_DATASET CONTENT_
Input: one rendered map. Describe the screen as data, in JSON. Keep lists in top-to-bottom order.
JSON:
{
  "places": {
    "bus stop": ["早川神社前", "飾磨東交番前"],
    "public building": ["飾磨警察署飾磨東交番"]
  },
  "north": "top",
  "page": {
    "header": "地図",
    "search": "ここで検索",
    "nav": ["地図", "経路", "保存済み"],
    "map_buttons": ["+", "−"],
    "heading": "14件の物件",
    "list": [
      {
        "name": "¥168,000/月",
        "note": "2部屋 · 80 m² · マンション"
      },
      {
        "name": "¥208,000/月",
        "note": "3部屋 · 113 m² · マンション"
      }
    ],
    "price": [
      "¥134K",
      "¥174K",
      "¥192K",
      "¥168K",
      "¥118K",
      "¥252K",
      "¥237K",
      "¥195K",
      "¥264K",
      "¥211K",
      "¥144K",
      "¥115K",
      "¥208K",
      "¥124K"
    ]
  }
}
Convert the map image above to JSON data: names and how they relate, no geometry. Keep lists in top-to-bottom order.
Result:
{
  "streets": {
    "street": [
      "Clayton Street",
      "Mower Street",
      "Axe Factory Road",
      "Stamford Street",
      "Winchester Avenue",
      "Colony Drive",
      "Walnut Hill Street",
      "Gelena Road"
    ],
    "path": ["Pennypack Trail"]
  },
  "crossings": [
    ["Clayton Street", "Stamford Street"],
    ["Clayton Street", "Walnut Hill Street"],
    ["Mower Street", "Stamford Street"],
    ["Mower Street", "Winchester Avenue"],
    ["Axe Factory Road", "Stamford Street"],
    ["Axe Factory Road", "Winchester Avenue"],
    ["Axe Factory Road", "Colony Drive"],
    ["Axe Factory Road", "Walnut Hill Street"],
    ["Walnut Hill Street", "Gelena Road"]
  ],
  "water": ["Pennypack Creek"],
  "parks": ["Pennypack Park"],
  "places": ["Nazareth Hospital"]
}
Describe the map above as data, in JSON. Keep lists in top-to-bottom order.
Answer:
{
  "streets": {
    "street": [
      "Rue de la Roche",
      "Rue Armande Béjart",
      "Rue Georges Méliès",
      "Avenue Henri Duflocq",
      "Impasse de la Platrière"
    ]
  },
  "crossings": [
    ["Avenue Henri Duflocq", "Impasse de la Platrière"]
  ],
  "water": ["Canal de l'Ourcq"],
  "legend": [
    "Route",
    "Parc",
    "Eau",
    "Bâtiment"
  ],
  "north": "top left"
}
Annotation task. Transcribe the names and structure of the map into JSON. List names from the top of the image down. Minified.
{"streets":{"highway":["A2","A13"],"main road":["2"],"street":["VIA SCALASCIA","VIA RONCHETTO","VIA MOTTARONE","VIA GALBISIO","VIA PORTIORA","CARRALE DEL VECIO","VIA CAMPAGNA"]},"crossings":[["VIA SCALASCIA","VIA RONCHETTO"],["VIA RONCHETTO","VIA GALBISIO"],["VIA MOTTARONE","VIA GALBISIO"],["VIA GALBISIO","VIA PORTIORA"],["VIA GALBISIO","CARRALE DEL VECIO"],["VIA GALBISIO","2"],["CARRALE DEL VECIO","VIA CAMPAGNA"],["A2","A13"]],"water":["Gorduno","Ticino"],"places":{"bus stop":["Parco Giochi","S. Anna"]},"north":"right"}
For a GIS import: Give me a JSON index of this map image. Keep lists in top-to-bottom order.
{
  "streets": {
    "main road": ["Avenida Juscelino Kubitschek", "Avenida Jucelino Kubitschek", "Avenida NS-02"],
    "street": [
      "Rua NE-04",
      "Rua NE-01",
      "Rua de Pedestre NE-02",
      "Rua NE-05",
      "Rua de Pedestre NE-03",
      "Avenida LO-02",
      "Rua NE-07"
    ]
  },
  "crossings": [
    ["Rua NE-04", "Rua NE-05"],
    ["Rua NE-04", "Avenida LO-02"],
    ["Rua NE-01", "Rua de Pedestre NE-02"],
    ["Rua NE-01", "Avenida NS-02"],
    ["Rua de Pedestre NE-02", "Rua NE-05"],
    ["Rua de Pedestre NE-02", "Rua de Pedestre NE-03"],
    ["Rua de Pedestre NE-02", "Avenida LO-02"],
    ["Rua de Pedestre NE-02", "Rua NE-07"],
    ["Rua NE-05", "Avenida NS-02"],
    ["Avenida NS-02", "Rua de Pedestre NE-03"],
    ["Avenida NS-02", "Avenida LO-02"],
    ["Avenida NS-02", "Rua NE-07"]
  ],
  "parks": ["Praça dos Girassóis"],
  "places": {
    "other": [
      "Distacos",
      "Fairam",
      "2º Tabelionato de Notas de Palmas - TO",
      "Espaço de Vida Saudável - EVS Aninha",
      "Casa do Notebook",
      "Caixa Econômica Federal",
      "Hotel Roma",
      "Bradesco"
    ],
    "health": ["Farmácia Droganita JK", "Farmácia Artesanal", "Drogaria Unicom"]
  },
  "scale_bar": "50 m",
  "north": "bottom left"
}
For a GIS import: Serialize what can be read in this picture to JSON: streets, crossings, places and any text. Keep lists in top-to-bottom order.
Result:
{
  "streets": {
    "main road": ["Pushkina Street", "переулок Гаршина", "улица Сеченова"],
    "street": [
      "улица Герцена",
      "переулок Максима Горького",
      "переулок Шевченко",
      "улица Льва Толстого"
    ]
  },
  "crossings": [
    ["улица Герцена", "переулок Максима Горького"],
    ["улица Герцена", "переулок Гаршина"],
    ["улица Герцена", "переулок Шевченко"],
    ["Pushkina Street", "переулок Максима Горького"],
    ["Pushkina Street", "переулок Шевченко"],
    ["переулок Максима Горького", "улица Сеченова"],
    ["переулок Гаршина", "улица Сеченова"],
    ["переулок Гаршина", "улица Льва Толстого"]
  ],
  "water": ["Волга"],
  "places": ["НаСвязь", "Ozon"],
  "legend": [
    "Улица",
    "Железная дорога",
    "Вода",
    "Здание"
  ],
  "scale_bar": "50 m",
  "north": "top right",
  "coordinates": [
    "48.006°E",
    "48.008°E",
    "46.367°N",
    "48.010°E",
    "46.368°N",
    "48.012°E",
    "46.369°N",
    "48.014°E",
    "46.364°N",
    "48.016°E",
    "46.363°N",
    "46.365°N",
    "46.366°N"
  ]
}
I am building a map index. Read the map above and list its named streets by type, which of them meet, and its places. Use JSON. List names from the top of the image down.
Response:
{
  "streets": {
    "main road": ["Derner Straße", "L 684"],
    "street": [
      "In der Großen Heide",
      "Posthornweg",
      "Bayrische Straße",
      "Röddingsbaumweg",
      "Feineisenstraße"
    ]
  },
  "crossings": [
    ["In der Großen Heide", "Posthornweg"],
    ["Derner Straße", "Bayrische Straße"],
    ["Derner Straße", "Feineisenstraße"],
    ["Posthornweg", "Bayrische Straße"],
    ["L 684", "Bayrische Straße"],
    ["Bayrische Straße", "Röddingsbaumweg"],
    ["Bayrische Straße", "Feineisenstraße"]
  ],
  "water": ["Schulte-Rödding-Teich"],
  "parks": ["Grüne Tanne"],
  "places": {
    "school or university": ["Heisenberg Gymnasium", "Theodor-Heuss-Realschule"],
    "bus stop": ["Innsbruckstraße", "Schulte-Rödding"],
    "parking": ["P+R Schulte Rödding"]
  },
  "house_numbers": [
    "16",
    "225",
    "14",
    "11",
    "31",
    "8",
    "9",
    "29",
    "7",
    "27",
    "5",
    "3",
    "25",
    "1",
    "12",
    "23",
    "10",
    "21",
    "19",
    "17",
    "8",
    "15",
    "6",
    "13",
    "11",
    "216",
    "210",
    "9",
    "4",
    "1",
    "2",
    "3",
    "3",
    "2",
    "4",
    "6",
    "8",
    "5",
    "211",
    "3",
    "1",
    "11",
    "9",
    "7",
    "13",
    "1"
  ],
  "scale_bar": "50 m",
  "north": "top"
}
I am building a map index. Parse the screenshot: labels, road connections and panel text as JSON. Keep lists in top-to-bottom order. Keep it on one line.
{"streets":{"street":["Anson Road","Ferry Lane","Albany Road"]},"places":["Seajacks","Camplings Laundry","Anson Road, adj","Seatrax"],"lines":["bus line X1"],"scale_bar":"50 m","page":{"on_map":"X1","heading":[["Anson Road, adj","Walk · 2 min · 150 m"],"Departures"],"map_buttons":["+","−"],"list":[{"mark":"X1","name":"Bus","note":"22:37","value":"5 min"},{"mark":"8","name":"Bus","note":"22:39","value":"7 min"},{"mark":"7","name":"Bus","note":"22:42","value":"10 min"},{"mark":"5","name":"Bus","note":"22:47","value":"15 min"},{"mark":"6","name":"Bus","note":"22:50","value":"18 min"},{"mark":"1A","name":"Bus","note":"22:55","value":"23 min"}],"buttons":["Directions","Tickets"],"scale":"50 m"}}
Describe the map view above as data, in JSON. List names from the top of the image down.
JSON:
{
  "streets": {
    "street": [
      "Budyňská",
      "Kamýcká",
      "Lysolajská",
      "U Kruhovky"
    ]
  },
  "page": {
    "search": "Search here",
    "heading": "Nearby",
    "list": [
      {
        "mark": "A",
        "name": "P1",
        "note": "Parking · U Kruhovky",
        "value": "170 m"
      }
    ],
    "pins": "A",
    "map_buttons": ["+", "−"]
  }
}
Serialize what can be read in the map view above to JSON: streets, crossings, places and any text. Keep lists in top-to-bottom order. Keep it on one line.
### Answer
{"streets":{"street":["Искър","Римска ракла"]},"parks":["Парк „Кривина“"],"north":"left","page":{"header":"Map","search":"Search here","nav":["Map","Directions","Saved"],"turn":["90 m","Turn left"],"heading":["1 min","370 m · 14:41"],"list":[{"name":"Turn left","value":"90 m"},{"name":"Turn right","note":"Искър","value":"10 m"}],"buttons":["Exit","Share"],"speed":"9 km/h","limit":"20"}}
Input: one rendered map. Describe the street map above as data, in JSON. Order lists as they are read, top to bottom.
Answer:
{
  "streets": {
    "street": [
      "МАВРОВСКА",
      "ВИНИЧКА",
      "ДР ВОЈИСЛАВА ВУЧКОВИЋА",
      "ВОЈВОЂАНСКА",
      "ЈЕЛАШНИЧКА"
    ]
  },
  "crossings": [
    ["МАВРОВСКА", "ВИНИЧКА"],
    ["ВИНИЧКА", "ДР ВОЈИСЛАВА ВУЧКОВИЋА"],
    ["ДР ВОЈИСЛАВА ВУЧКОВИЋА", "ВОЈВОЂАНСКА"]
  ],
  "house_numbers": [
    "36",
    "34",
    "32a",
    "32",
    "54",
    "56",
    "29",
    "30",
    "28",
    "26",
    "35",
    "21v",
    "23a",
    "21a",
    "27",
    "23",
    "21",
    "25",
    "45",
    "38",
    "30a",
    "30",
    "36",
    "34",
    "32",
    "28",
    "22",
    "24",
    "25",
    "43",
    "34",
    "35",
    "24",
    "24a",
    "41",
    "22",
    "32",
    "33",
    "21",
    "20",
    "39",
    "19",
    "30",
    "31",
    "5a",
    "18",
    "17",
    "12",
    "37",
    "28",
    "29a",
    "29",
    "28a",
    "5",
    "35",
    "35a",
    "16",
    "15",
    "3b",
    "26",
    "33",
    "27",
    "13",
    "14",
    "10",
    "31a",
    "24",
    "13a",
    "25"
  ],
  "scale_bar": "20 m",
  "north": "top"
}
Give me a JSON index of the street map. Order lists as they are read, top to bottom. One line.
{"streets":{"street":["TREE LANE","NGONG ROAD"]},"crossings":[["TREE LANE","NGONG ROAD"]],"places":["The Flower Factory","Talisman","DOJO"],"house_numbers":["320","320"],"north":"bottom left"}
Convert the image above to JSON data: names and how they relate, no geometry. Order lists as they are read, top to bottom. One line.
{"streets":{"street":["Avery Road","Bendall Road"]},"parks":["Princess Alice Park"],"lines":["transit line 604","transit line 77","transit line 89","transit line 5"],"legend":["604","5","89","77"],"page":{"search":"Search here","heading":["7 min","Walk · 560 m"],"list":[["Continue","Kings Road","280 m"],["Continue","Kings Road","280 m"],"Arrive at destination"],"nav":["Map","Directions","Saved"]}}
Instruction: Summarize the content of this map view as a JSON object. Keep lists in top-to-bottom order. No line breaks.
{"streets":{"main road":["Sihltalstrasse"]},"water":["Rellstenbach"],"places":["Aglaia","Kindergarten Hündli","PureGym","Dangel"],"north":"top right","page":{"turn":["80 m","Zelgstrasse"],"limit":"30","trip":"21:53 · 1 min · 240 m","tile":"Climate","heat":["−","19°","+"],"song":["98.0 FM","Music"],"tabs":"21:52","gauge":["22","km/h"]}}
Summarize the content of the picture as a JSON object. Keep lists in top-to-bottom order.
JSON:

_PROBLEM TO WORK ON_
Track down every line in the entries that includes the string "Describe", and copy it.

_RESPONSE_
Input: one rendered map. Describe the screen as data, in JSON. Keep lists in top-to-bottom order.
Describe the map above as data, in JSON. Keep lists in top-to-bottom order.
Describe the map view above as data, in JSON. List names from the top of the image down.
Input: one rendered map. Describe the street map above as data, in JSON. Order lists as they are read, top to bottom.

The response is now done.